• [What you have to do]
Print the line containing "Materno<br>Infantil Poconas Norte</span>" and every later line of the records. Keep each one exactly as given, ending with the last.

▬▬▬

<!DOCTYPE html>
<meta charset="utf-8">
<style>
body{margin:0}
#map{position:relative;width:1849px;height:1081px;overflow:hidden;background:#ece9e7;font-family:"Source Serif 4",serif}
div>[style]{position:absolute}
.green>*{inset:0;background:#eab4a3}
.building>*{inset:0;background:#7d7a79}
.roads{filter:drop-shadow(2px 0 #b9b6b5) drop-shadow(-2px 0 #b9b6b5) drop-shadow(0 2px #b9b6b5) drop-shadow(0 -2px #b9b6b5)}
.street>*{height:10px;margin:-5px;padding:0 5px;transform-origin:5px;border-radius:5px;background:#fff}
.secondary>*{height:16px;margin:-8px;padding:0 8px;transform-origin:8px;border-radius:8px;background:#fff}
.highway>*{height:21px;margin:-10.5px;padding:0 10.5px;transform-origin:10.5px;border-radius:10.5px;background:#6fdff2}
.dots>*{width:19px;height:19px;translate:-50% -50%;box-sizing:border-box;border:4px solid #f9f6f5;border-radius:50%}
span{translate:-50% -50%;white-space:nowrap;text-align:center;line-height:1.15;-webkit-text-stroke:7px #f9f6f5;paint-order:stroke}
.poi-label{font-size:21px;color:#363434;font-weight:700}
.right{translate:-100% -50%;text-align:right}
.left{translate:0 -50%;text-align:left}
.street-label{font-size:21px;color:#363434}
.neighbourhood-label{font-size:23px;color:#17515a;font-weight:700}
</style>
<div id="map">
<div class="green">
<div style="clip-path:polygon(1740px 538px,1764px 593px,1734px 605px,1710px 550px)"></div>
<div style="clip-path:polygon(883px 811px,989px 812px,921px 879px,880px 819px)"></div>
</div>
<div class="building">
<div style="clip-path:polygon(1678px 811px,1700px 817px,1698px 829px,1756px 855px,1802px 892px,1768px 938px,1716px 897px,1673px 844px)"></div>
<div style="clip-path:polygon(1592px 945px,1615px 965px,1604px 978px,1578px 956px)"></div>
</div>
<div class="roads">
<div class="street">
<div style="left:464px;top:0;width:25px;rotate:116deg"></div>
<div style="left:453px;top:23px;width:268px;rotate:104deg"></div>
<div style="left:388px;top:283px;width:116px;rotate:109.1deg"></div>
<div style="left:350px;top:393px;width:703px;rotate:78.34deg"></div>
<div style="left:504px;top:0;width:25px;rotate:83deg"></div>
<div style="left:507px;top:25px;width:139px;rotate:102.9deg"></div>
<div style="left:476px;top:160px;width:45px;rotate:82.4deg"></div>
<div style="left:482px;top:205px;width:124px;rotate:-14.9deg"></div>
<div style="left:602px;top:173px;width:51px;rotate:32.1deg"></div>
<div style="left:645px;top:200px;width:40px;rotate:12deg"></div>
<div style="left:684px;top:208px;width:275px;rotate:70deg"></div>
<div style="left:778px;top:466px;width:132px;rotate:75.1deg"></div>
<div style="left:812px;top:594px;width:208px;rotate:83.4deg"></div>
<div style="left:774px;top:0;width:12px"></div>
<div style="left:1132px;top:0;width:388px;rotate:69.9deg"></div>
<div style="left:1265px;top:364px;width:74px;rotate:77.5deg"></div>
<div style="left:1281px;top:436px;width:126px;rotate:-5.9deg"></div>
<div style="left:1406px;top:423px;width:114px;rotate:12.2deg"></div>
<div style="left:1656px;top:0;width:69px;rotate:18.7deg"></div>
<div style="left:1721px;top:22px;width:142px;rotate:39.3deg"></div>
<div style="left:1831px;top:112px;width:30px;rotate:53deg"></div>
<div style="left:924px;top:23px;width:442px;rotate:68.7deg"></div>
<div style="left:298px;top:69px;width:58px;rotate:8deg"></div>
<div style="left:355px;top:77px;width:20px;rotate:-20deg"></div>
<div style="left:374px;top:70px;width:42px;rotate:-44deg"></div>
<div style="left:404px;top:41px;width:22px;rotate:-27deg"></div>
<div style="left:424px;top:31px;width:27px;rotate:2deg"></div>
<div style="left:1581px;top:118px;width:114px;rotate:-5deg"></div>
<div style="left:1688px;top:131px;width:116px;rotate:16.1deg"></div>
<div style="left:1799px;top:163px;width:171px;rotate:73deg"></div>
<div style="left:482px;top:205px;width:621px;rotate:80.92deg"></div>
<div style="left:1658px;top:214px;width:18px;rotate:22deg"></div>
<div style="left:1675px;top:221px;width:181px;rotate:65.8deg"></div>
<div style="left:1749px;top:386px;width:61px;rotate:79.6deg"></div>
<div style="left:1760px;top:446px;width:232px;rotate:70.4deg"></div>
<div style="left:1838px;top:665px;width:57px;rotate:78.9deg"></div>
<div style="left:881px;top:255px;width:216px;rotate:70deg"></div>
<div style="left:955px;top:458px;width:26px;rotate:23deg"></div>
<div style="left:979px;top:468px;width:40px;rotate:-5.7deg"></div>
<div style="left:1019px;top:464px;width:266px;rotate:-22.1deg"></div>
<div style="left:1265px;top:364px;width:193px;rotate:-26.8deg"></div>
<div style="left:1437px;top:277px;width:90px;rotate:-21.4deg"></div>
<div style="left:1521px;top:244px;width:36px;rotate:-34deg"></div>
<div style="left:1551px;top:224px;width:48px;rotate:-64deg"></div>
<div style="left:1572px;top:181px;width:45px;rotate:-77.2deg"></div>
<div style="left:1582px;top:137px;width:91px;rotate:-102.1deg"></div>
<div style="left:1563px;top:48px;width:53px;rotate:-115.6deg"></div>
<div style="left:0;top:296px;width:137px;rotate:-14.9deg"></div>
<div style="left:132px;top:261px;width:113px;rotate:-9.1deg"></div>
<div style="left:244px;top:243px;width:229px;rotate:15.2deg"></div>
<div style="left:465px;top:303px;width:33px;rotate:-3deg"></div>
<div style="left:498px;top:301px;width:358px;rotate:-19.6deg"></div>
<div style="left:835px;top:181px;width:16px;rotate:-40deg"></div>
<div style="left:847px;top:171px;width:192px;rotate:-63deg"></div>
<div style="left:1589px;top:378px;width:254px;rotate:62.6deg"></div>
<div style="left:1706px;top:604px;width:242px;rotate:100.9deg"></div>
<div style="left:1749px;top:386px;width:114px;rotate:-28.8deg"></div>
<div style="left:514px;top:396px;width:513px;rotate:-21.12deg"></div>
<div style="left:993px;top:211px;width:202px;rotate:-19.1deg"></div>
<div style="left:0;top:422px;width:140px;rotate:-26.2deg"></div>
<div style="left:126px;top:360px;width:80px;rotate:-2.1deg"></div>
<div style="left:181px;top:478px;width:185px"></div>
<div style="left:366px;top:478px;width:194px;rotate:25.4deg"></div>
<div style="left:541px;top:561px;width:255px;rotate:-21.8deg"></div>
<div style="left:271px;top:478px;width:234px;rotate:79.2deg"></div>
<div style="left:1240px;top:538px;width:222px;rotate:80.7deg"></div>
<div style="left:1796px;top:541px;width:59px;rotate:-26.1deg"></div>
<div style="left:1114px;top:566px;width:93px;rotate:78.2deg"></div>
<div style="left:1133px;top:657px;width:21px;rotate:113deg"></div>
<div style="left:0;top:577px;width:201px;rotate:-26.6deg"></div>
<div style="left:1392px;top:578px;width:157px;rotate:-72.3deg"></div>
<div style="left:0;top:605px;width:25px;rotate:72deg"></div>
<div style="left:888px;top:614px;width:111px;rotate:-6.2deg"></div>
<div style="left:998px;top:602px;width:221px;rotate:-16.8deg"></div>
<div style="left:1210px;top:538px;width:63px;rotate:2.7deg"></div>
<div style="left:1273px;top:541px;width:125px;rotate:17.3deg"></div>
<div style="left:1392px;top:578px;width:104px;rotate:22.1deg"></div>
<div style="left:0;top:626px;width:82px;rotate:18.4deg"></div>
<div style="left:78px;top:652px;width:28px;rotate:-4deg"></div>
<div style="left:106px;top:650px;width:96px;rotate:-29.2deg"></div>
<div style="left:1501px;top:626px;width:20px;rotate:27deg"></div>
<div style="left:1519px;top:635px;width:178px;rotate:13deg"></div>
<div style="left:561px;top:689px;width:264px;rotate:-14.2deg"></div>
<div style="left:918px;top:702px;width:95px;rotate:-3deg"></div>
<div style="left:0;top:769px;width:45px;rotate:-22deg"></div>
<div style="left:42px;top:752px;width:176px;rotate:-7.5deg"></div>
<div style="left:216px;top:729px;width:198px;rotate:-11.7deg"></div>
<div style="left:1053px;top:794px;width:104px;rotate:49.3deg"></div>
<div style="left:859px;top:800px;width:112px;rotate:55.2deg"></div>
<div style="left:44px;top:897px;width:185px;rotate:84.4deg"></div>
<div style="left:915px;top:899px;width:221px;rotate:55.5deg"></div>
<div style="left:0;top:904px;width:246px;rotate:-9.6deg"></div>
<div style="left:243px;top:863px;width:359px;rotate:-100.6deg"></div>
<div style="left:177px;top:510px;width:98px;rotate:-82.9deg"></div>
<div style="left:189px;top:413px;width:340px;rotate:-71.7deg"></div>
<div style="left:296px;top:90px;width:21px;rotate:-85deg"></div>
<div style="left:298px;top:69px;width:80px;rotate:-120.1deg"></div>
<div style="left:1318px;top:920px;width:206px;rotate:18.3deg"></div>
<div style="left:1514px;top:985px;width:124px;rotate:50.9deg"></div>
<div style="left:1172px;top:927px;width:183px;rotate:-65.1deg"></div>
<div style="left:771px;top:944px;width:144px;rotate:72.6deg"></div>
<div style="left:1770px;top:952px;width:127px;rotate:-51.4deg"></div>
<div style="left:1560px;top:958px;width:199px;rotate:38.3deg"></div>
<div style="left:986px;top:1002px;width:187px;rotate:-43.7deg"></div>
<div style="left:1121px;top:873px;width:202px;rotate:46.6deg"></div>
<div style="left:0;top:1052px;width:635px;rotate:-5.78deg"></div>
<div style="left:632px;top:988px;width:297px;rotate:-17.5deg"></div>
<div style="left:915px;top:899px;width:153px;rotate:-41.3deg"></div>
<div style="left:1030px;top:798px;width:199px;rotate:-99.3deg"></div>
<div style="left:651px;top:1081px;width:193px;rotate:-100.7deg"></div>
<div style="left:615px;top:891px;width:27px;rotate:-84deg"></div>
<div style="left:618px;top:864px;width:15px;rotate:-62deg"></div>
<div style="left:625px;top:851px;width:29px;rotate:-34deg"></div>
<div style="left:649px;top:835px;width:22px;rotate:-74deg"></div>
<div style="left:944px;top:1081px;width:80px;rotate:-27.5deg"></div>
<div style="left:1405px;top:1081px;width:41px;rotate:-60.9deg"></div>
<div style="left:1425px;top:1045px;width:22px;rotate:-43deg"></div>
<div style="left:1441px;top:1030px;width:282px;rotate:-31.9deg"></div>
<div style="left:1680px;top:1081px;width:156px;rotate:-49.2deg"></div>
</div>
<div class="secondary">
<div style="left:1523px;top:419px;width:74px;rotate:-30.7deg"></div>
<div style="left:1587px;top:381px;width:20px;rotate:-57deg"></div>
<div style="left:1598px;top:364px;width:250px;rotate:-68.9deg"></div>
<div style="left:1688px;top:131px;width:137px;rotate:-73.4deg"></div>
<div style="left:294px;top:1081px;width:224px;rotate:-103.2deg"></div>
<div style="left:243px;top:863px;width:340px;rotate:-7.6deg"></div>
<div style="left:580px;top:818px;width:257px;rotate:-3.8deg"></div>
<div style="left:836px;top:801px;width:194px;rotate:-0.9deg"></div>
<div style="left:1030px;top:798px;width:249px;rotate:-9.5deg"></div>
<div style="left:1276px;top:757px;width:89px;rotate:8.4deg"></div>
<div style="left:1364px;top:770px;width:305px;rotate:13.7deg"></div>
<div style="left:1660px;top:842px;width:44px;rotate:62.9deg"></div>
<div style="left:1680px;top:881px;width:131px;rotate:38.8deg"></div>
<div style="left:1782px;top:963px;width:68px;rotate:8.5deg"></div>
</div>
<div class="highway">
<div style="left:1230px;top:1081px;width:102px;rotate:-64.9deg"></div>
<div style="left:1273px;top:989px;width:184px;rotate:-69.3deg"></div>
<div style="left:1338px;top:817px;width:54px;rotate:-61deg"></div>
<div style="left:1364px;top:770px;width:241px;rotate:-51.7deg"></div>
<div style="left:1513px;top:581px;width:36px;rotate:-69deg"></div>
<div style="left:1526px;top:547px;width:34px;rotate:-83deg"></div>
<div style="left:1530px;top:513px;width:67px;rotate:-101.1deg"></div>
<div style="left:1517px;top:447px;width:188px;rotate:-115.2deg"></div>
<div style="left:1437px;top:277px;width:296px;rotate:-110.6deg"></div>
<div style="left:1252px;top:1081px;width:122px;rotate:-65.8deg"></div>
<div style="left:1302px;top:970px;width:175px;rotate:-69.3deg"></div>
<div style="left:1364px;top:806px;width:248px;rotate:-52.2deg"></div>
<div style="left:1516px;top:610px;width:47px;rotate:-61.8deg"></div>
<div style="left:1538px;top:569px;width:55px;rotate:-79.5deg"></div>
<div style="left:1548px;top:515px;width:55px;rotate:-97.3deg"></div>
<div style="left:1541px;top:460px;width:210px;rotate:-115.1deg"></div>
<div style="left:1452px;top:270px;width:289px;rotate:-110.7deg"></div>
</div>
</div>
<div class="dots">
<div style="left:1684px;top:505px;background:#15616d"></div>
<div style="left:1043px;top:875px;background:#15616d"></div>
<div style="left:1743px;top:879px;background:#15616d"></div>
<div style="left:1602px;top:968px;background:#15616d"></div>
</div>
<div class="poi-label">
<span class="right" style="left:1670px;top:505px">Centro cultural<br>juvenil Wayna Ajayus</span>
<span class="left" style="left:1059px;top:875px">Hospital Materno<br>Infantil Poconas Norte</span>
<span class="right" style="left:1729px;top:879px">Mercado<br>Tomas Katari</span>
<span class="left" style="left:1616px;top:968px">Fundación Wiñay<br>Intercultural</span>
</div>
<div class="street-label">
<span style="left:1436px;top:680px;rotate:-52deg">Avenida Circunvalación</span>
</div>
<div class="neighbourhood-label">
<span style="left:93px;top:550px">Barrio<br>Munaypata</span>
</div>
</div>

▬▬▬

• [Exercise output]
<span class="left" style="left:1059px;top:875px">Hospital Materno<br>Infantil Poconas Norte</span>
<span class="right" style="left:1729px;top:879px">Mercado<br>Tomas Katari</span>
<span class="left" style="left:1616px;top:968px">Fundación Wiñay<br>Intercultural</span>
</div>
<div class="street-label">
<span style="left:1436px;top:680px;rotate:-52deg">Avenida Circunvalación</span>
</div>
<div class="neighbourhood-label">
<span style="left:93px;top:550px">Barrio<br>Munaypata</span>
</div>
</div>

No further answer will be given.